Febrio mengatakan, besarnya defisit, beban utang dan rasio bunga utang ini merupakan konsekuensi penanganan dampak pandemi yang tidak dapat dihindari. "Ini adalah pil pahit yang harus kita telan dan ambil demi menyelamatkan masyarakat yang memang kesusahan di 2020," katanya.
Dengan tekanan yang ada, Febrio menekankan, peranan BUMN, Special Mission Vehicle (SMV) dan Badan Layanan Umum (BLU) harus semakin kuat. Khususnya untuk mendukung pemulihan ekonomi nasional.
Kemenkeu sendiri mendukung proses restrukturisasi BUMN yang kini tengah dilakukan di Kementerian BUMN untuk menguatkan efisiensi sekaligus meningkatkan Pendapatan Negara Bukan Pajak (PNBP). “Sehingga kita bisa cover sebagian kebutuhan pembiayaan dari pajak,” tutur Febrio.

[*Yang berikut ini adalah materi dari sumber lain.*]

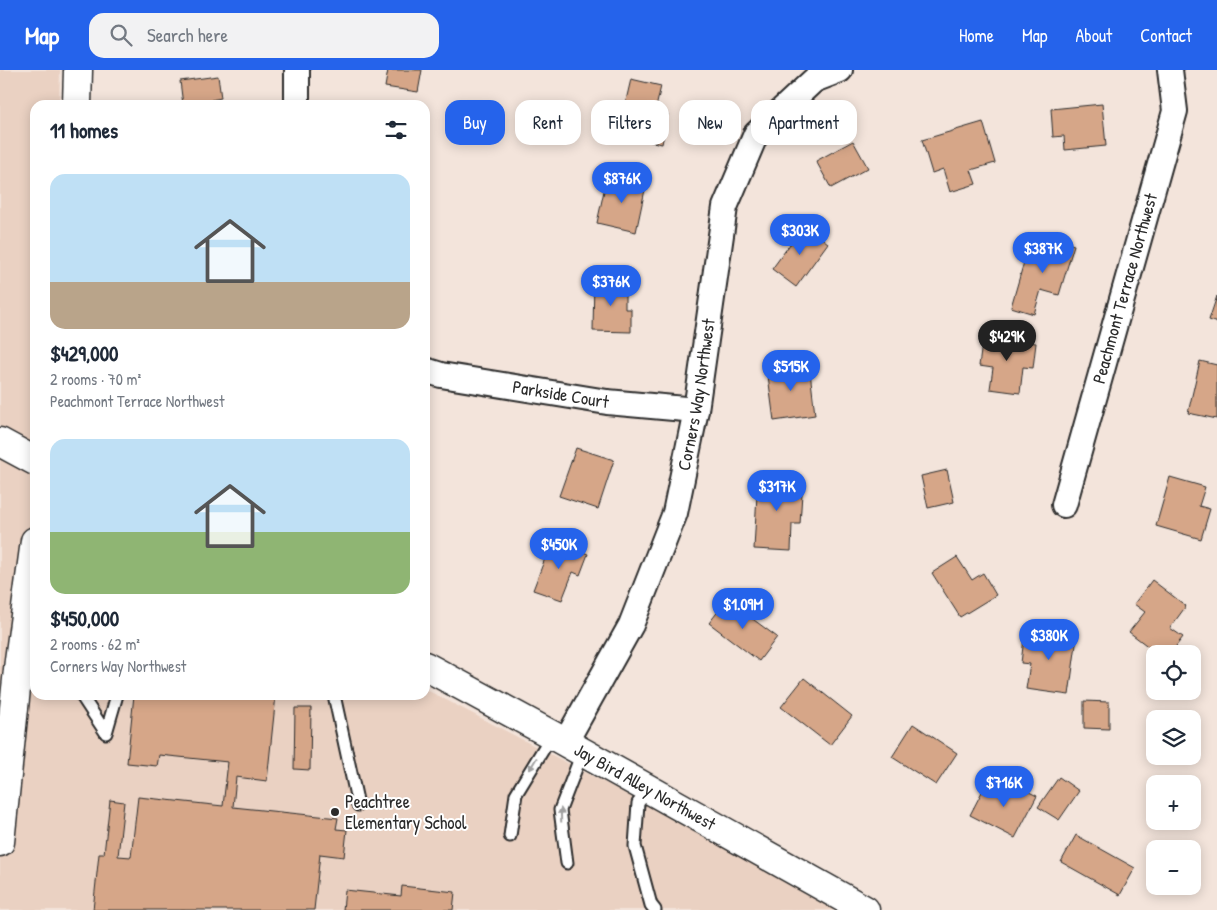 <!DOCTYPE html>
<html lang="en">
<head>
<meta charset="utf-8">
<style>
  body { margin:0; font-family:"Patrick Hand",sans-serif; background:#f2f2f3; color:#1f2937; height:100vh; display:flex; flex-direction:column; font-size:19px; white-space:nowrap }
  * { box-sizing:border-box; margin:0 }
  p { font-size:16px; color:#747a83 }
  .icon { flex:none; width:28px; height:28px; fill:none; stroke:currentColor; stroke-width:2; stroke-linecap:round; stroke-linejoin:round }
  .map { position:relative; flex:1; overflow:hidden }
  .side { position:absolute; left:30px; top:30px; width:400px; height:600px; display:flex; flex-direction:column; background:#fff; border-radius:15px; box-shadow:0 2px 12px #0003 }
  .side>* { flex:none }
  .top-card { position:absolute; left:445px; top:30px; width:475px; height:45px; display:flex; gap:10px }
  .tools { position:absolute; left:1146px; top:575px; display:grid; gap:10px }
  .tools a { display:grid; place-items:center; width:55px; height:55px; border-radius:10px; background:#fff; box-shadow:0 2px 12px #0003; font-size:25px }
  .price { position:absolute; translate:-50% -42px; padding:0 11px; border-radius:18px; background:#2563eb; color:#fff; font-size:16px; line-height:32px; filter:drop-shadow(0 1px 2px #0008) }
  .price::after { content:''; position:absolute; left:50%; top:30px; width:15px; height:11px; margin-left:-8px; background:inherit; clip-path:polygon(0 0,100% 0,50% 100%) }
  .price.on { background:#222; color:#fff }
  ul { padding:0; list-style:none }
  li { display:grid; align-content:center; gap:10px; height:265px; padding:0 20px }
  li span { display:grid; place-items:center; height:155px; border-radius:15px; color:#555 }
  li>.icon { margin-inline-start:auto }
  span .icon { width:90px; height:90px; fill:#fffc; stroke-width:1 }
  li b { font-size:21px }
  h2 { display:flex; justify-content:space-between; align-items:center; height:60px; padding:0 20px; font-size:21px }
  .pill { padding:0 18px; border-radius:15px; background:#fff; box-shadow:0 2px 12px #0003; font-size:18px; line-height:45px }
  .pill.on { background:#2563eb; color:#fff }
  header { display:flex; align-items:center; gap:30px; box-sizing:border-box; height:70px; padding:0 25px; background:#2563eb; color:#fff }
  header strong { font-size:24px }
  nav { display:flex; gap:28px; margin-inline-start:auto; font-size:18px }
  .search { width:350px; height:45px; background:#f2f2f3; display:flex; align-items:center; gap:12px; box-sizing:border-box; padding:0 18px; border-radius:15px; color:#747a83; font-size:19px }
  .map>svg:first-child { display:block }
</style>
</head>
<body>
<header>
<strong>Map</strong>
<div class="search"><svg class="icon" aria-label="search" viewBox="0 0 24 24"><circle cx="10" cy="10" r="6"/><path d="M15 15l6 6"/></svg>Search here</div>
<nav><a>Home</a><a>Map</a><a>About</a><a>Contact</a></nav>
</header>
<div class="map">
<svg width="1217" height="840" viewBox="0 0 1217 840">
  <rect width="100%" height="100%" fill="#f3e4db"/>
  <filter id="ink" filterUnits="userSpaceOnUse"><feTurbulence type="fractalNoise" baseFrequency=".02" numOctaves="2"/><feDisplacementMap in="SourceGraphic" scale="10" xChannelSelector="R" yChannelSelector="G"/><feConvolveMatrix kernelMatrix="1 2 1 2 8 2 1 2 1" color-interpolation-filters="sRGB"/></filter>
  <g filter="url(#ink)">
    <!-- built -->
    <path fill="#ead1c2" d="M0,0H60L59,35H35V625H425V619L850,840H0Z"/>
    <!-- building -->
    <path fill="#d6a688" stroke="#2b2b2b" d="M388,0H422L418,22L385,17Z
      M218,6L221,28L211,30L212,35H183L180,11Z
      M631,9L661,16L655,42L668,44L662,74L618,65Z
      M1102,34L1106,76L1065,80L1064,66L1053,67L1051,39Z
      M983,52L995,93L971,100L976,114L950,122L943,99L932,103L922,70Z
      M853,71L868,98L831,118L816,91Z
      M607,107L646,115L636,162L597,153Z
      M804,155L828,173L796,217L772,199Z
      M1043,166L1074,175L1059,225L1041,220L1034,244L1011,237L1024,192L1034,194Z
      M594,209H625V239H631V262L593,261Z
      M1217,226V253L1209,250Z
      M983,266L1036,273L1033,298L1023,297L1020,323L990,319L993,298L979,296Z
      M1200,291L1217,295V349L1188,343Z
      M809,293L815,345L774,351L767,298Z
      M576,378L614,390L598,439L559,426Z
      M947,400L954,432L928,438L921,406Z
      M758,406L803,408L800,454H792L791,481L754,479Z
      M1170,407L1205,417L1199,436L1210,439L1201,469L1156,456Z
      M552,470L588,484L580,505L573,502L562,530L533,520Z
      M957,487L972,510L983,503L996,525L960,547L932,503Z
      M1152,510L1186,536L1170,558L1183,567L1170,584H1158L1129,562L1145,542L1134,534Z
      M727,530L777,567L759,591L709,553Z
      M1025,560L1077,567L1069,625L1026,619L1030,594L1021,593Z
      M804,608L852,646L830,675L781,637Z
      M134,625H276L267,711L236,707L233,737L338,748L336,759L347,760L344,787L320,784L314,840H93L99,784H104L110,730L124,732L118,786L131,787L138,727L223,736L228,692L159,685L157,696L127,693Z
      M1084,631L1109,632V659L1084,658Z
      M295,638H311L310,700L294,699Z
      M913,654L957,683L936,715L892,687Z
      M1059,707L1079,721L1059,750L1038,737Z
      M1007,711L1037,726L1015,768L970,745L986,714L1002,722Z
      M1076,765L1135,798L1120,825L1061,792Z
      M402,816L455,822L453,840H343L345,820L401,826Z"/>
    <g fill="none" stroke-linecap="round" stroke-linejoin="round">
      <!-- lane casing -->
      <g stroke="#2b2b2b" stroke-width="15">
        <path id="lane" d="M81,625L106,663
          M334,625L358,735
          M106,663L117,625
          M649,720L638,733L635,776L651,835L655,840
          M510,766L516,724L552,665
          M567,793L560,740L582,683"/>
      </g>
      <!-- street casing -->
      <g stroke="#2b2b2b" stroke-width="28">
        <g id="street">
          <path d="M297,0V35"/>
          <path id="s1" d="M425,300L441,305L607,332L696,340"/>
          <path id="s2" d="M1064,435L1175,41L1170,0"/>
          <path id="s3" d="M565,673L631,555L675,443L696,340L725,137L756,64L814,10L840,0"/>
        </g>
      </g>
      <!-- secondary casing -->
      <g stroke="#2b2b2b" stroke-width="31">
        <g id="secondary">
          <path d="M77,35L78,0"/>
          <path d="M0,372L35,391"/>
          <path id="s4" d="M425,596L552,665L865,840"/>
          <path d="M0,772L19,590L35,471"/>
        </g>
      </g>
      <!-- lane -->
      <use href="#lane" stroke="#fff" stroke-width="11"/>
      <!-- street -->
      <use href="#street" stroke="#fff" stroke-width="24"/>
      <!-- secondary -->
      <use href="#secondary" stroke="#fff" stroke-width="28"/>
    </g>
    <!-- one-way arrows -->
    <defs><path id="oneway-solid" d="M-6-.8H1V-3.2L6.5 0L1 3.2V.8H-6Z" transform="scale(1.25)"/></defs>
    <g fill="#a0a0a0">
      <use href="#oneway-solid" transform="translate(533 694) rotate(121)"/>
      <use href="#oneway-solid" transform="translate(561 745) rotate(-92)"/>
    </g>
  </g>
  <!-- markers -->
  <circle fill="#2b2b2b" stroke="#fff" stroke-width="2" cx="335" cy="742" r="5"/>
  <g text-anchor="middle" stroke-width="4" stroke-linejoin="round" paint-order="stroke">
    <!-- street labels -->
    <g font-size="18" fill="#2b2b2b" stroke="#fff">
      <text dy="6" stroke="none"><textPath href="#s2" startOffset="225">Peachmont Terrace Northwest</textPath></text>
      <text dy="6" stroke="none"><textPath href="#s1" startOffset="138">Parkside Court</textPath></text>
      <text dy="6" stroke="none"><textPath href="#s3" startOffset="376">Corners Way Northwest</textPath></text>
      <text dy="6" stroke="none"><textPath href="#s4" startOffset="251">Jay Bird Alley Northwest</textPath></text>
    </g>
    <!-- poi labels -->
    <g font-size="18" fill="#2b2b2b" stroke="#fff" text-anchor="start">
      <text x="345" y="738">Peachtree<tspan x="345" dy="21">Elementary School</tspan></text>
    </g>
  </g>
</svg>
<div class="tools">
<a><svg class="icon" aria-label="locate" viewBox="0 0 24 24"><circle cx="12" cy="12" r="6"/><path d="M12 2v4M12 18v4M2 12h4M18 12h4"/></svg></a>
<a><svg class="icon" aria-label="layers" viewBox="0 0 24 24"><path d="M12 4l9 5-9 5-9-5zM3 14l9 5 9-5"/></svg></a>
<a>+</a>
<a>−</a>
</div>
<b class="price" style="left:622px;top:134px">$876K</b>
<b class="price" style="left:800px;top:186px">$303K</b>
<b class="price" style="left:1043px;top:204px">$387K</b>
<b class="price" style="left:611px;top:237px">$376K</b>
<b class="price on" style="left:1007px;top:292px">$429K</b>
<b class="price" style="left:791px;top:322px">$515K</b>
<b class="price" style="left:777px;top:442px">$317K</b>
<b class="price" style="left:559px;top:500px">$450K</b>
<b class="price" style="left:743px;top:560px">$1.09M</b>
<b class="price" style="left:1049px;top:591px">$380K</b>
<b class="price" style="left:1004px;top:738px">$716K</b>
<div class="top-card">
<a class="pill on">Buy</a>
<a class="pill">Rent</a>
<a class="pill">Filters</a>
<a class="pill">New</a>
<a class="pill">Apartment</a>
</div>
<section class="side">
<h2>11 homes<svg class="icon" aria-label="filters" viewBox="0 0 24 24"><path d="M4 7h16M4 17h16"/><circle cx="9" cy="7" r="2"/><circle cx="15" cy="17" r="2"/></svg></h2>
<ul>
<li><span style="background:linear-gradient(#bfe0f5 70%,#b9a48a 0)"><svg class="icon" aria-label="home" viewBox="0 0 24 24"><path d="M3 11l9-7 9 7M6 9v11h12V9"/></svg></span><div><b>$429,000</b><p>2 rooms · 70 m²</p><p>Peachmont Terrace Northwest</p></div></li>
<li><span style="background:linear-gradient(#bfe0f5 60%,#8fb573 0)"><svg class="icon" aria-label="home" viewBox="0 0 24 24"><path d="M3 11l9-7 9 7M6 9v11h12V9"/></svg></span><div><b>$450,000</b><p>2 rooms · 62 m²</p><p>Corners Way Northwest</p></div></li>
</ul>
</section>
</div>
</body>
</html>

Di sisi lain, pemerintah terus mendorong pendalaman pasar mengingat instrumen yang tersedia di pasar keuangan Indonesia masih sangat terbatas. Dampaknya, Febrio menyebutkan, masyarakat kelas menengah tidak memiliki banyak saluran untuk menaruh tabungannya di dalam negeri.
"Ini harus kita akui dan sadari, sehingga pemerintah berharap bisa mendapatkan dukungan dari DPR untuk bisa melakukan pendalaman pasar lebih serius,' ujarnya.
Sebelumnya, Menteri Keuangan Sri Mulyani menyebutkan, beban dampak Covid-19 mencapai Rp 903,46 triliun dengan beban bunga utang mencapai Rp 66,5 triliun per tahun. Angka tersebut didapatkan dengan asumsi market rate 7,36 persen yang merupakan rata-rata tertimbang yield SBN tenor 10 tahun periode Januari-16 Juni.
Sri mengatakan, Bank Indonesia (BI) akan menanggung 53,9 persen dari total beban bunga utang tersebut atau sekitar Rp 35,9 triliun. Pembagian beban ini berdasarkan pembicaraan terakhir Sri dengan Gubernur Bank Indonesia Perry Warjiyo.
Saat ini, Kemenkeu dengan BI sedang melakukan finalisasi mengenai perhitungan komponen pembagian beban secara lebih rinci. Dalam hal ini terkait berapa banyak surat utang yang akan diterbitkan ke pasar dan penerbitan dengan private placement. "Ini sedang kami finalkan mengenai komposisi skema burden sharing," ujar Sri dalam Rapat Kerja dengan Komisi XI DPR, Senin (29/6).